It's funny when you get people arguing over countries and how they are supposed to represent countries or politics (I'm used to this before elsewhere). Or it is funny until it is used for ethnic nationalism, such as how the Nazis used Wagner and Beethoven and said they represented Germanicism. Another point is that the best composers tend to be open to outside influences not merely local ones. The most acclaimed Russian composer? Tchaikovsky. 

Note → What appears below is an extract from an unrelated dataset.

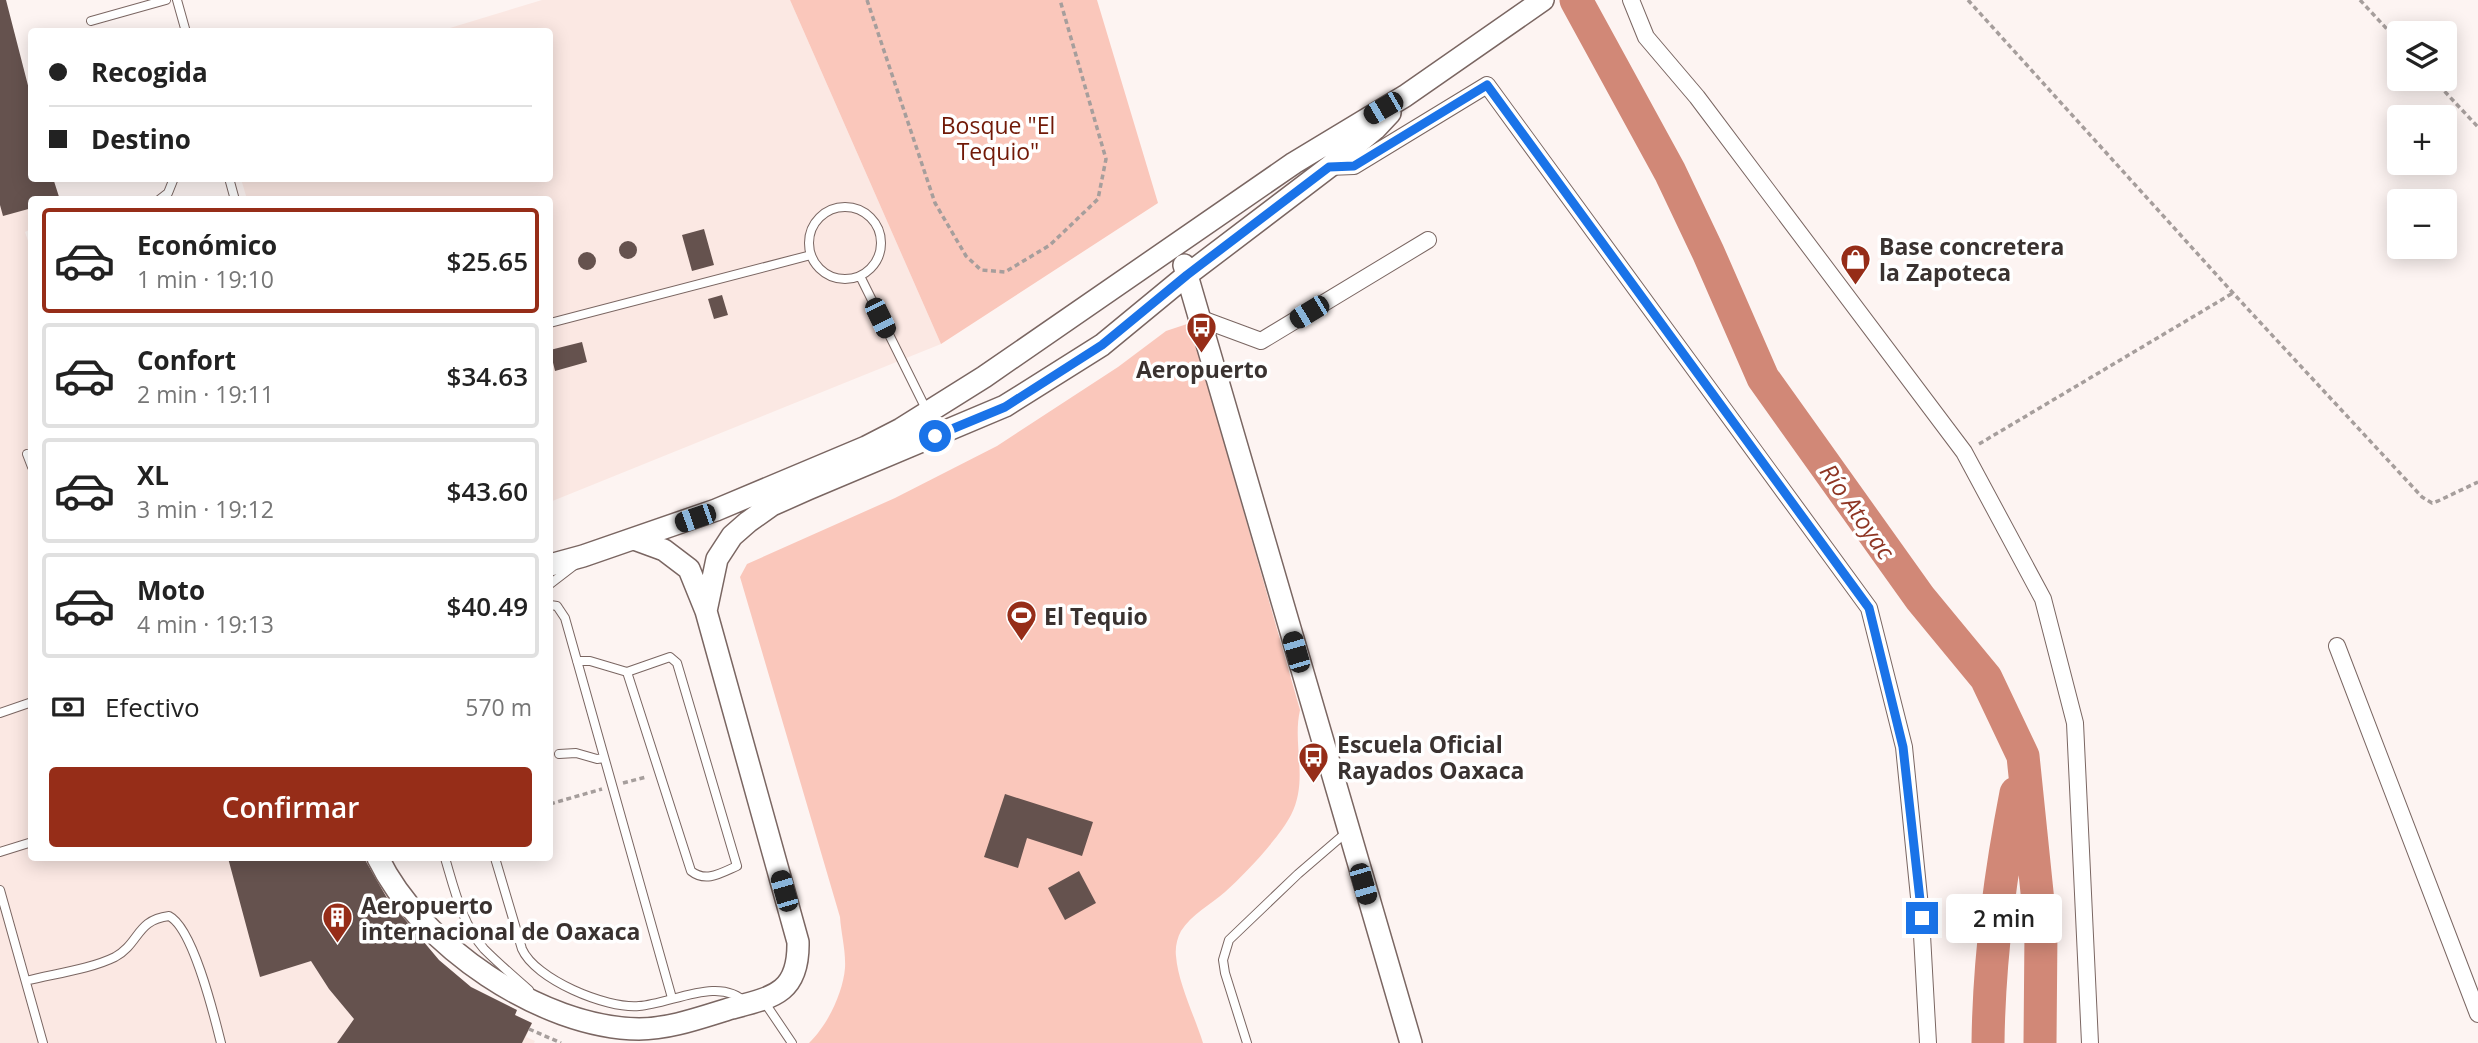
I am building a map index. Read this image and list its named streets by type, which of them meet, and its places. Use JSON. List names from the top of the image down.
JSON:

The power of states and their wealth is very much a product of the particular time in which the music is composed in, a result of historical circumstances and not something of universal value (unlike the music itself). Thus Austria was the centre of the Austro-Hungarian empire and was therefore wealthy state with patronage for composers all over. The twentieth century equivalent has been America.


----------



## bdelykleon (May 21, 2009)

starry said:


> Another point is that the best composers tend to be open to outside influences not merely local ones. The most acclaimed Russian composer? Tchaikovsky.


Stravinsky and Musorgsky can lay a fairly good claim to this title. And they are deeply nationalistic.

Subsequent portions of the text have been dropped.